REPUBLIKA.CO.ID, JAKARTA -- Kementerian Agama (Kemenag) menyelenggarakan kompetisi membaca kitab kuning atau Musabaqah Qira'atul Kutub (MQK) V untuk santri di seluruh Indonesia. Sebanyak 1.564 santri akan mengikuti perhelatan yang dilakukan tanggal 1-9 September 2014 di Pondok Pesantren As'ad, Olak Kemang, Danau Teluk, Provinsi Jambi.

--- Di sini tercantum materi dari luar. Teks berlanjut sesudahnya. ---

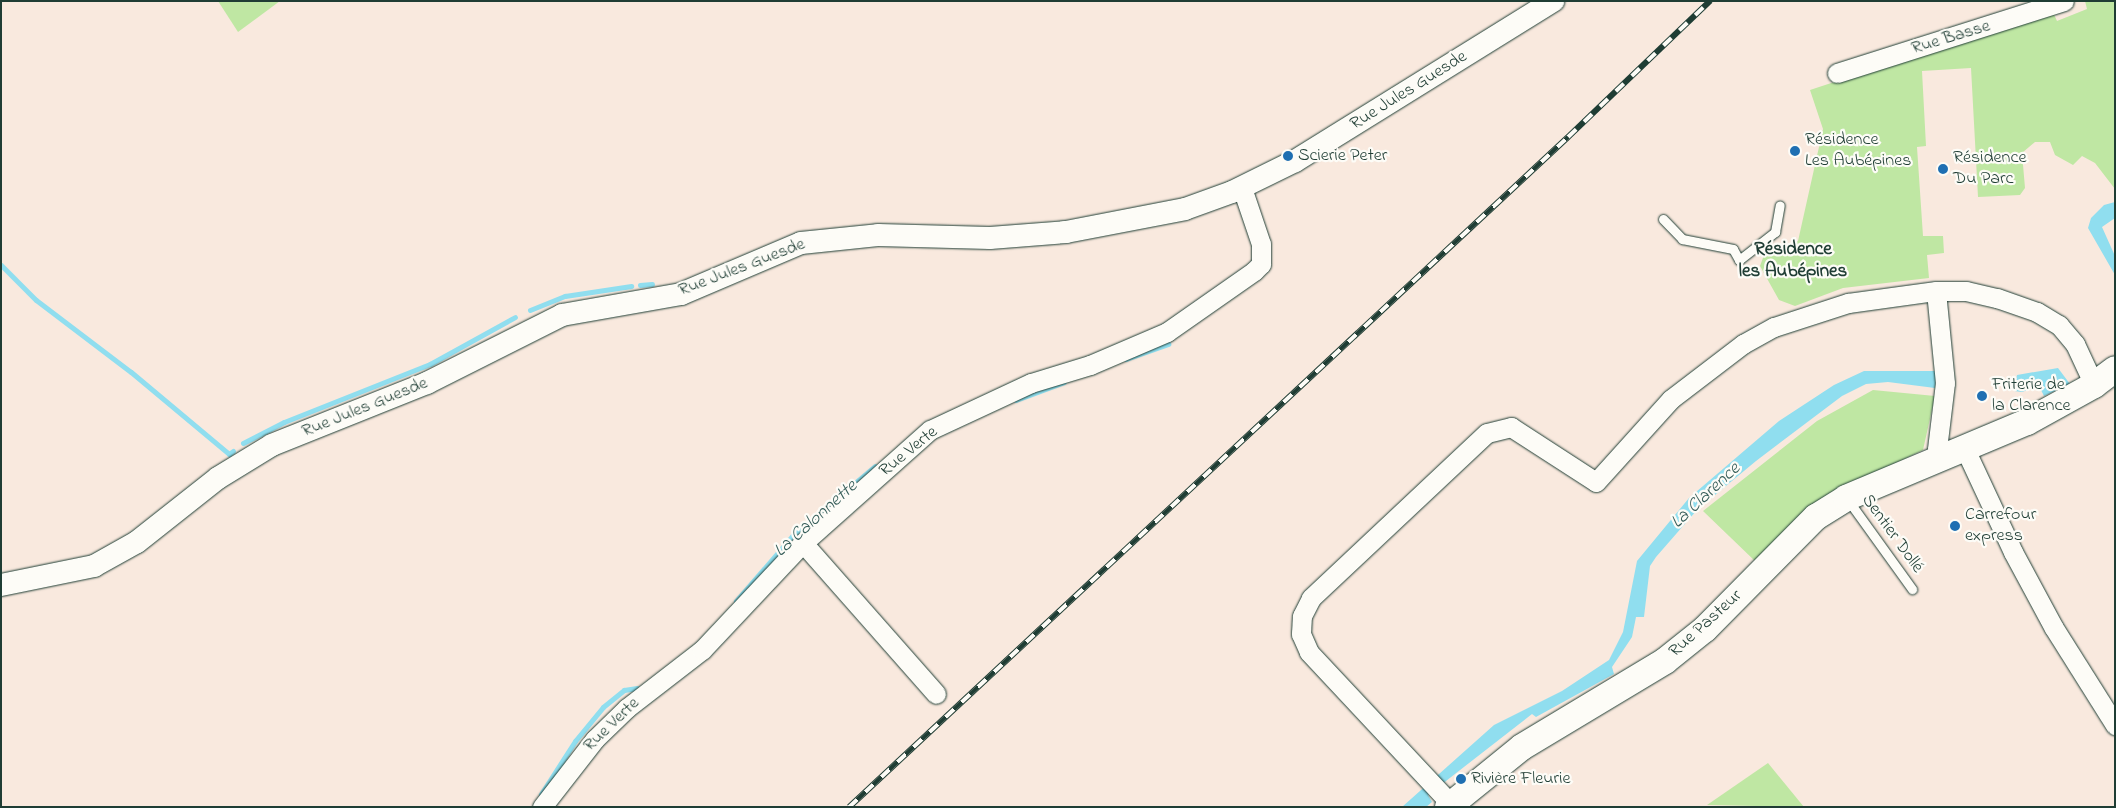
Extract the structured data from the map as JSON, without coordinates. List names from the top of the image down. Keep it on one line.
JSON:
{"streets":{"main road":["Rue Pasteur"],"street":["Rue Basse","Rue Jules Guesde","Rue Verte"],"lane":["Sentier Dollé"]},"crossings":[["Rue Jules Guesde","Rue Verte"],["Sentier Dollé","Rue Pasteur"]],"districts":["Résidence les Aubépines"],"water":["La Clarence","La Calonnette"],"places":["Résidence Les Aubépines","Scierie Peter","Résidence Du Parc","Friterie de la Clarence","Carrefour express","Rivière Fleurie"]}
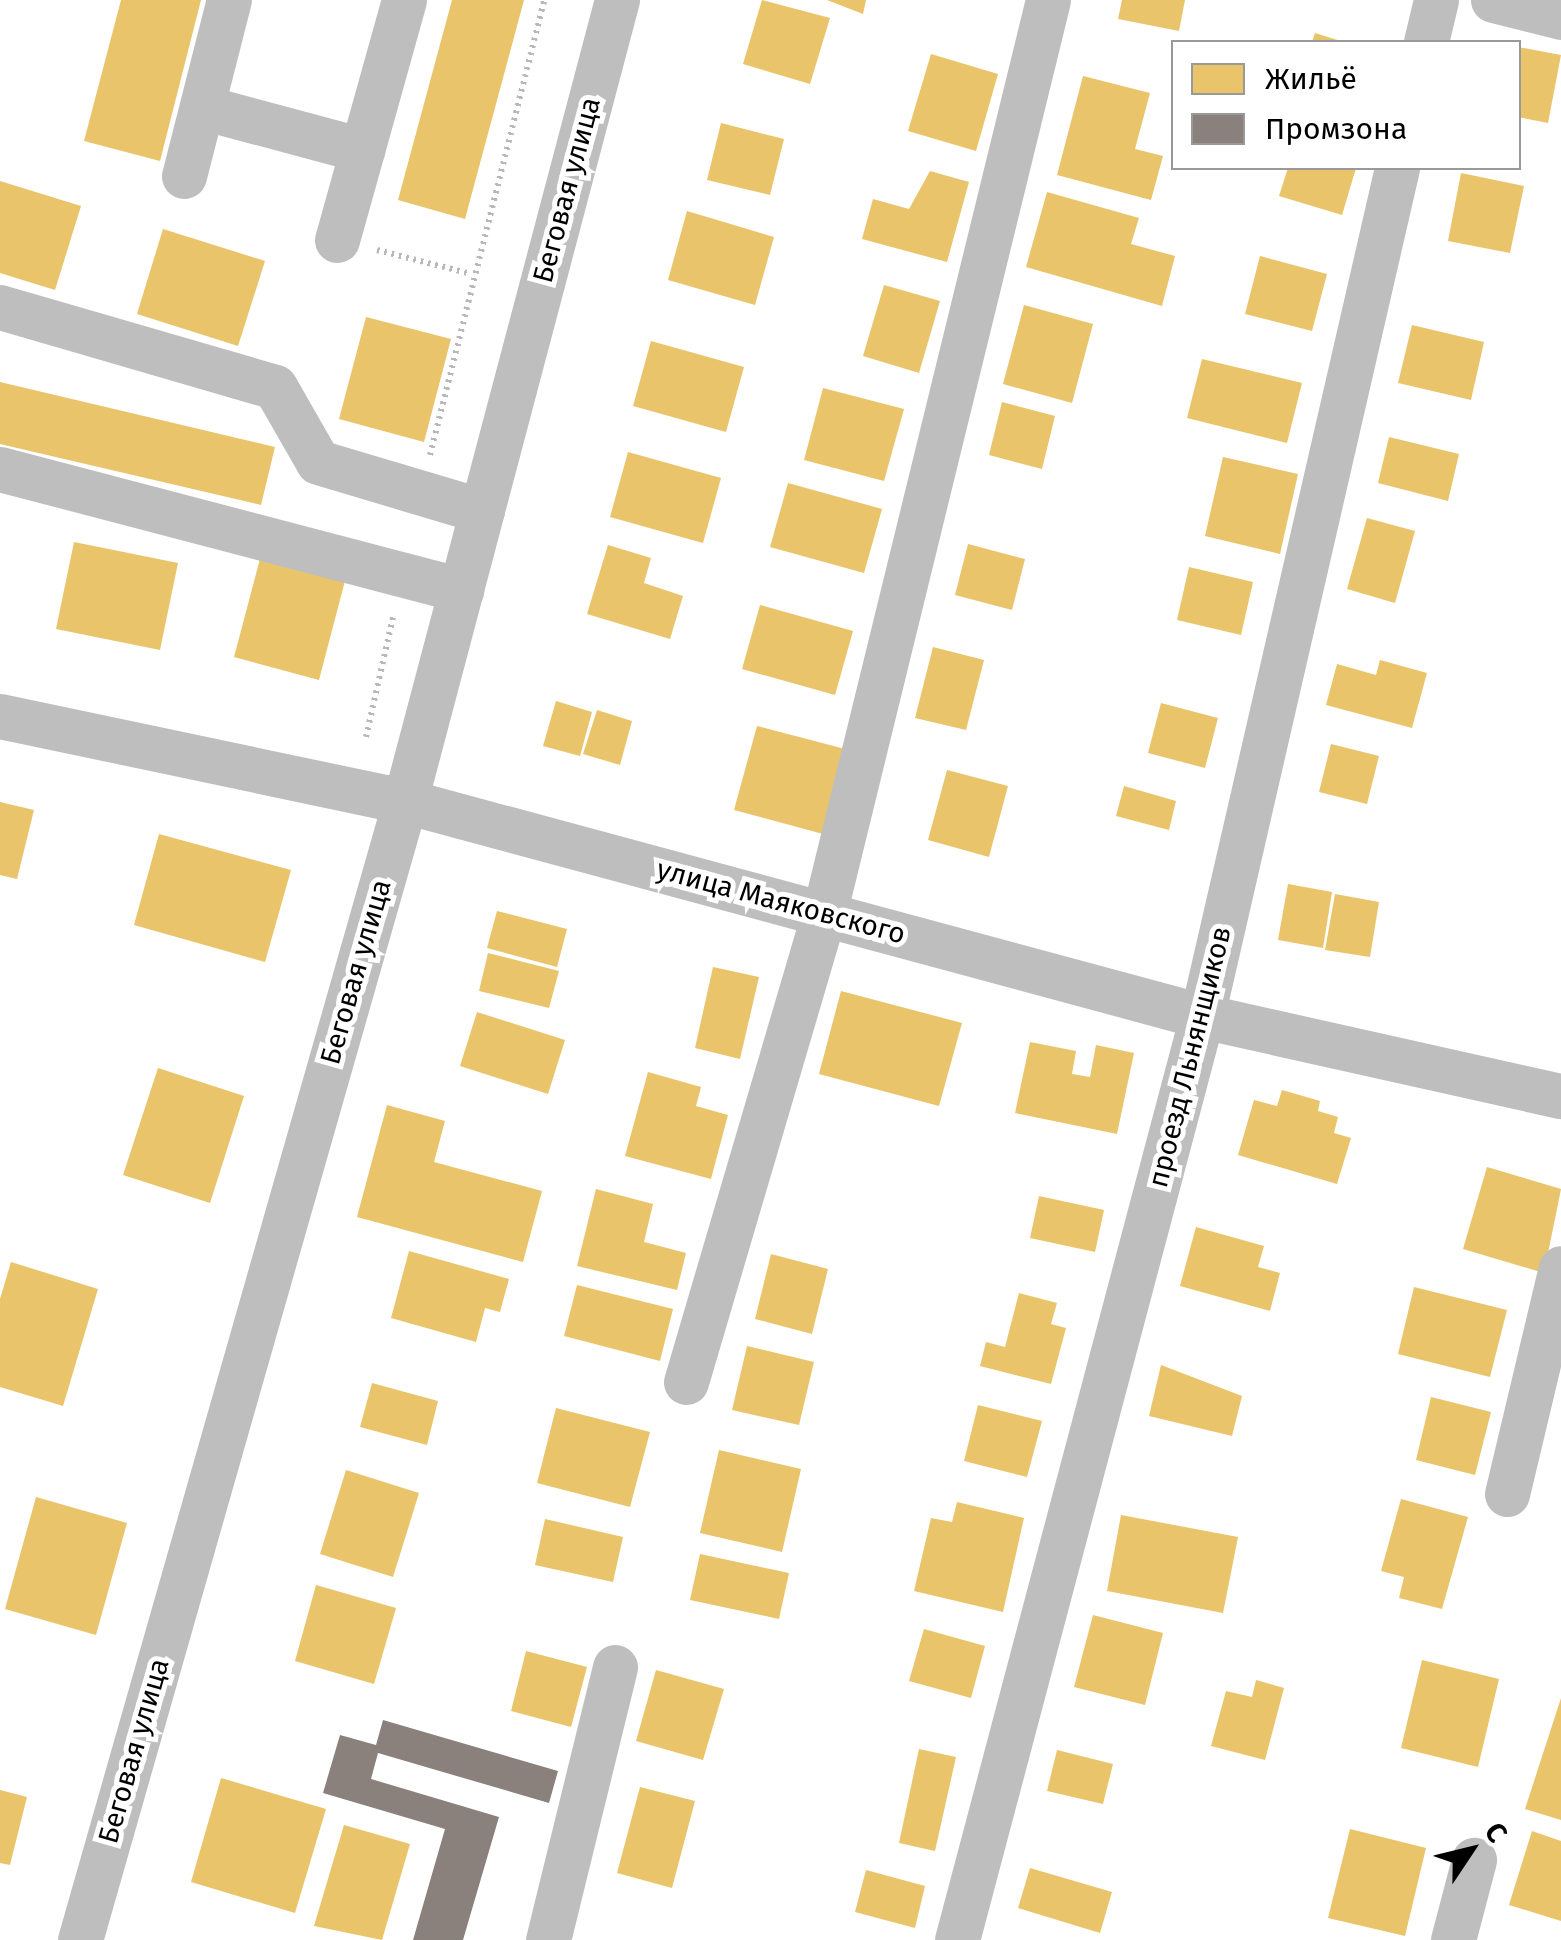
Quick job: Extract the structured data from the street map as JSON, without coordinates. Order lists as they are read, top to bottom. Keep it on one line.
{"streets":{"street":["Беговая улица","улица Маяковского","проезд Льнянщиков"]},"crossings":[["Беговая улица","улица Маяковского"],["улица Маяковского","проезд Льнянщиков"]],"legend":["Жильё","Промзона"],"north":"top right"}
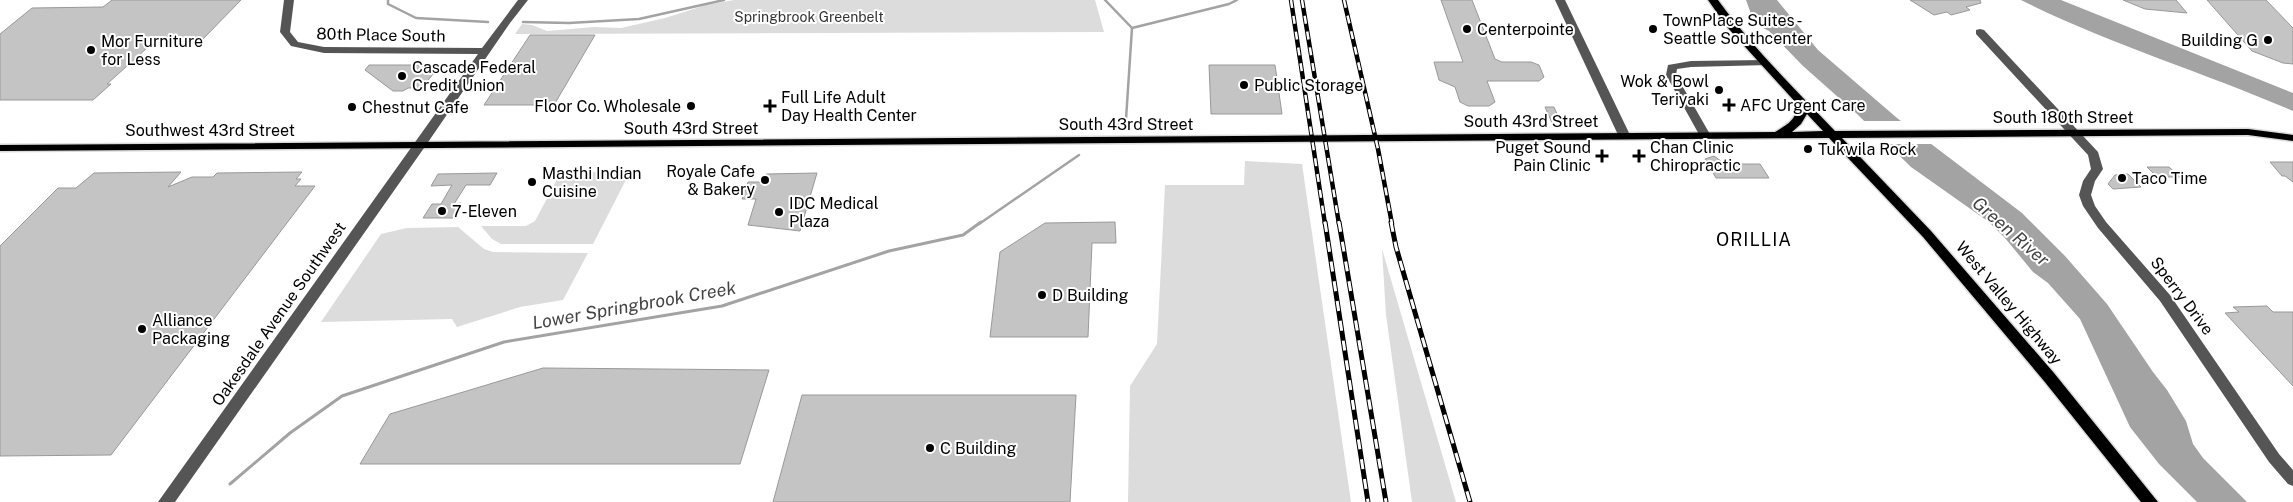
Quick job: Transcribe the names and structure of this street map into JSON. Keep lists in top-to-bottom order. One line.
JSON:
{"streets":{"main road":["South 180th Street","South 43rd Street","Southwest 43rd Street","West Valley Highway"],"street":["80th Place South","Sperry Drive","Oakesdale Avenue Southwest"]},"crossings":[["80th Place South","Oakesdale Avenue Southwest"],["South 180th Street","South 43rd Street"],["South 180th Street","Sperry Drive"],["South 180th Street","West Valley Highway"],["South 43rd Street","Southwest 43rd Street"],["South 43rd Street","West Valley Highway"],["South 43rd Street","Oakesdale Avenue Southwest"],["Southwest 43rd Street","Oakesdale Avenue Southwest"]],"districts":["ORILLIA"],"water":["Green River","Lower Springbrook Creek"],"parks":["Springbrook Greenbelt"],"places":{"other":["Centerpointe","TownPlace Suites - Seattle Southcenter","Building G","Mor Furniture for Less","Cascade Federal Credit Union","Public Storage","Wok & Bowl Teriyaki","Floor Co. Wholesale","Chestnut Cafe","Tukwila Rock","Taco Time","Royale Cafe & Bakery","Masthi Indian Cuisine","7-Eleven","IDC Medical Plaza","D Building","Alliance Packaging","C Building"],"health":["AFC Urgent Care","Full Life Adult Day Health Center","Puget Sound Pain Clinic","Chan Clinic Chiropractic"]}}
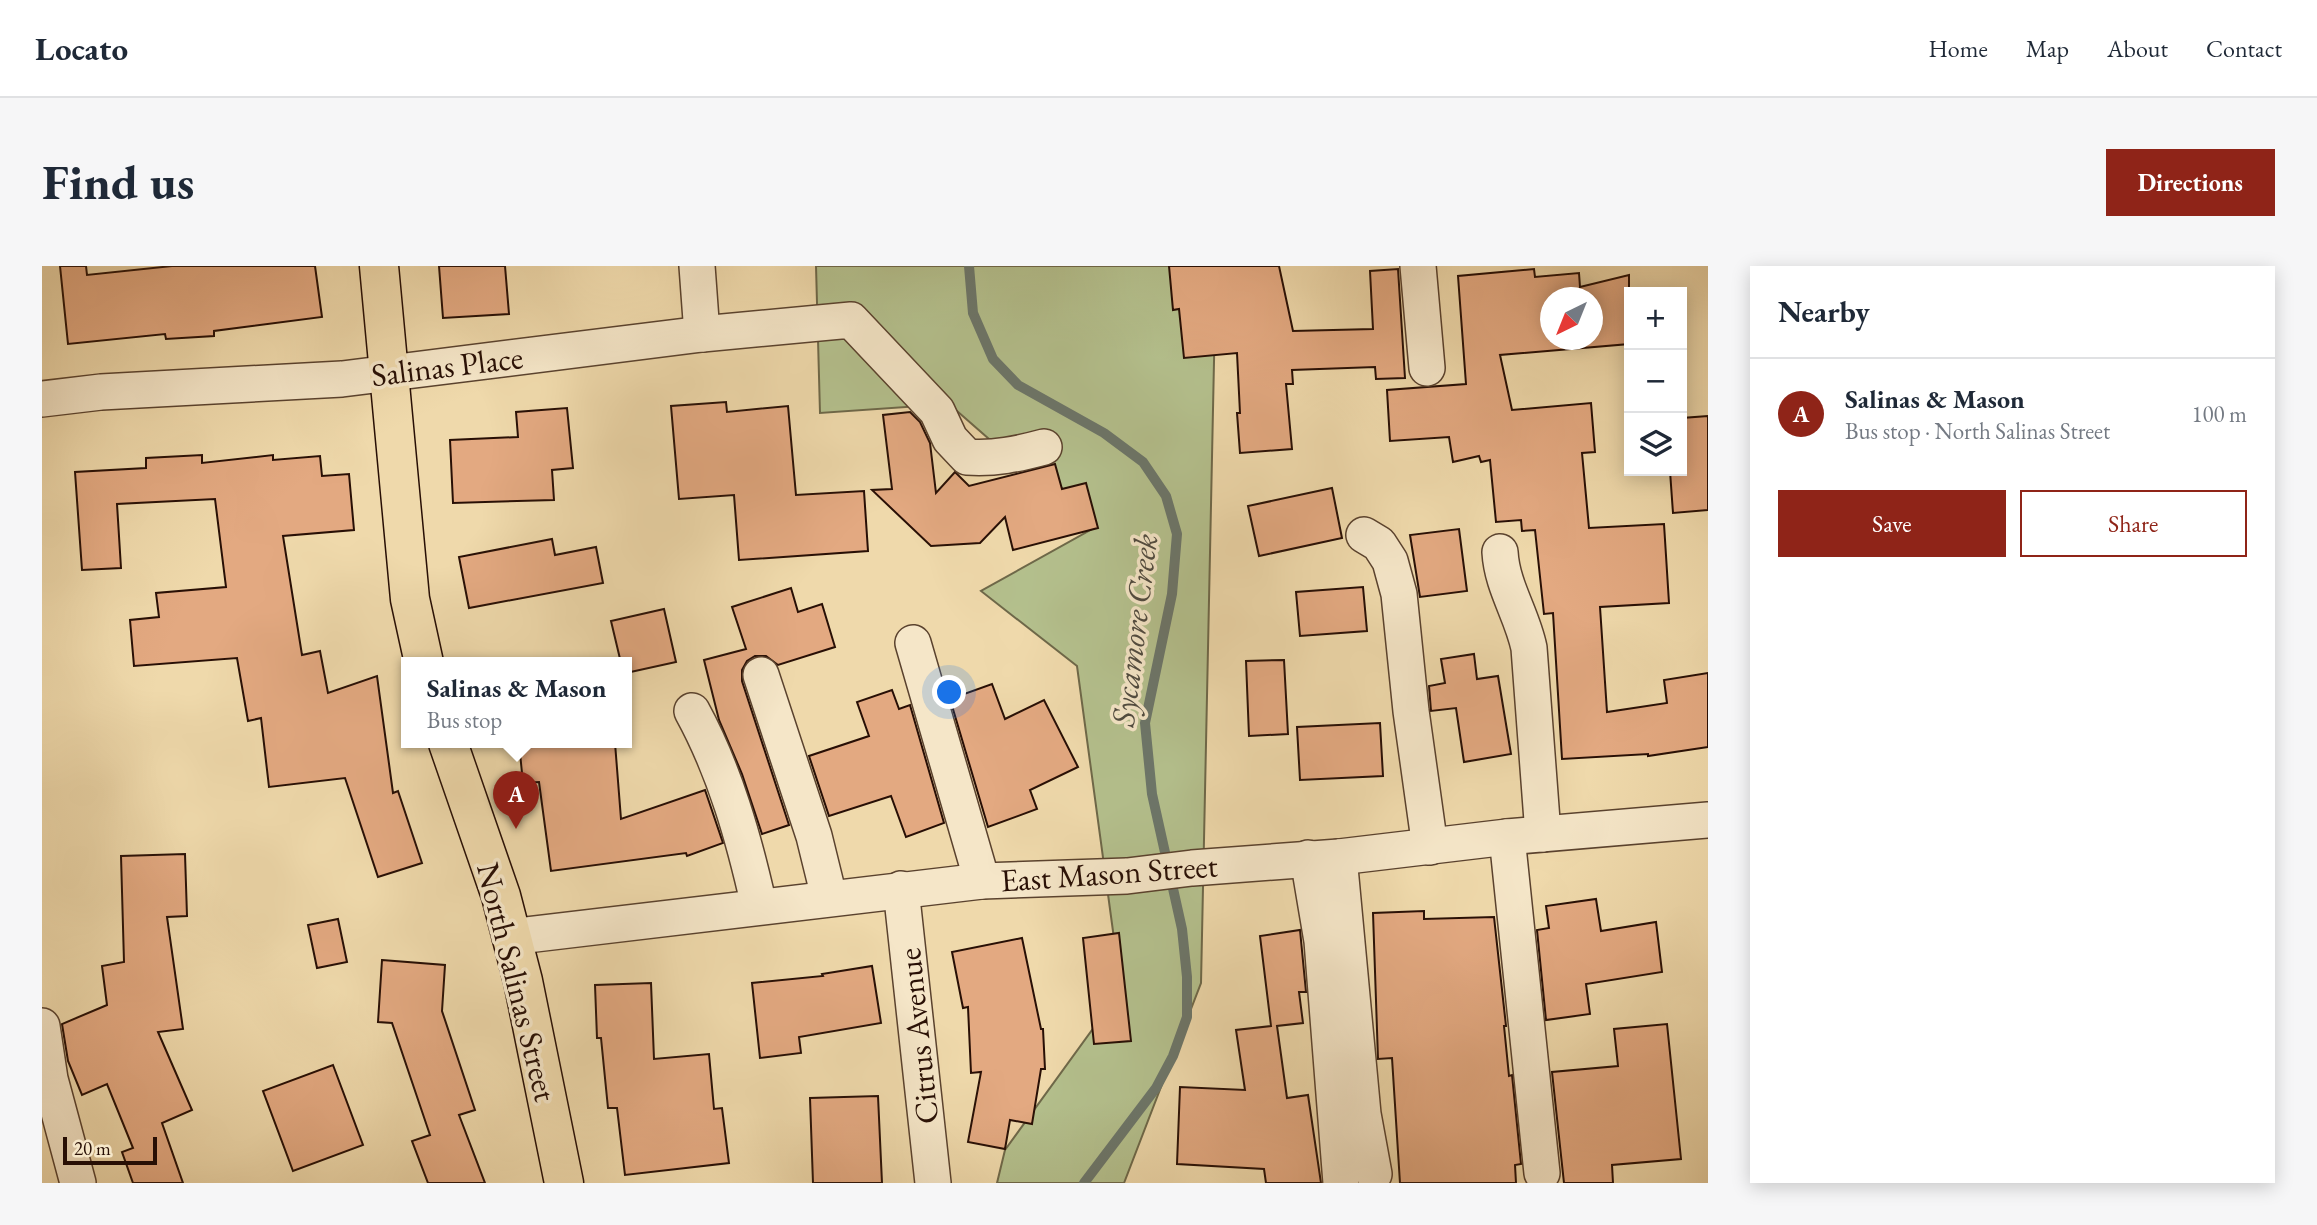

Direktur Jenderal (Dirjen) Pendidikan Islam Kemenag Nur Syam mengatakan, acara bertajuk 'Dari Pesantren untuk Bangsa' ini merupakan salah satu cara yang dilakukan untuk terus meregenerasi ulama yang ada di Indonesia. Ajang ini, kata dia, adalah sebagai sarana awal untuk menyiapkan ulama yang mampu memahami kandungan kitab kuning sebagai dasar rujukan.
Menurut dia, penguasaan teks-teks klasik merupakan sebuah keniscayaan bagi seorang ulama. Sebab, sumber induk ilmu keislaman menggunakan bahasa arab.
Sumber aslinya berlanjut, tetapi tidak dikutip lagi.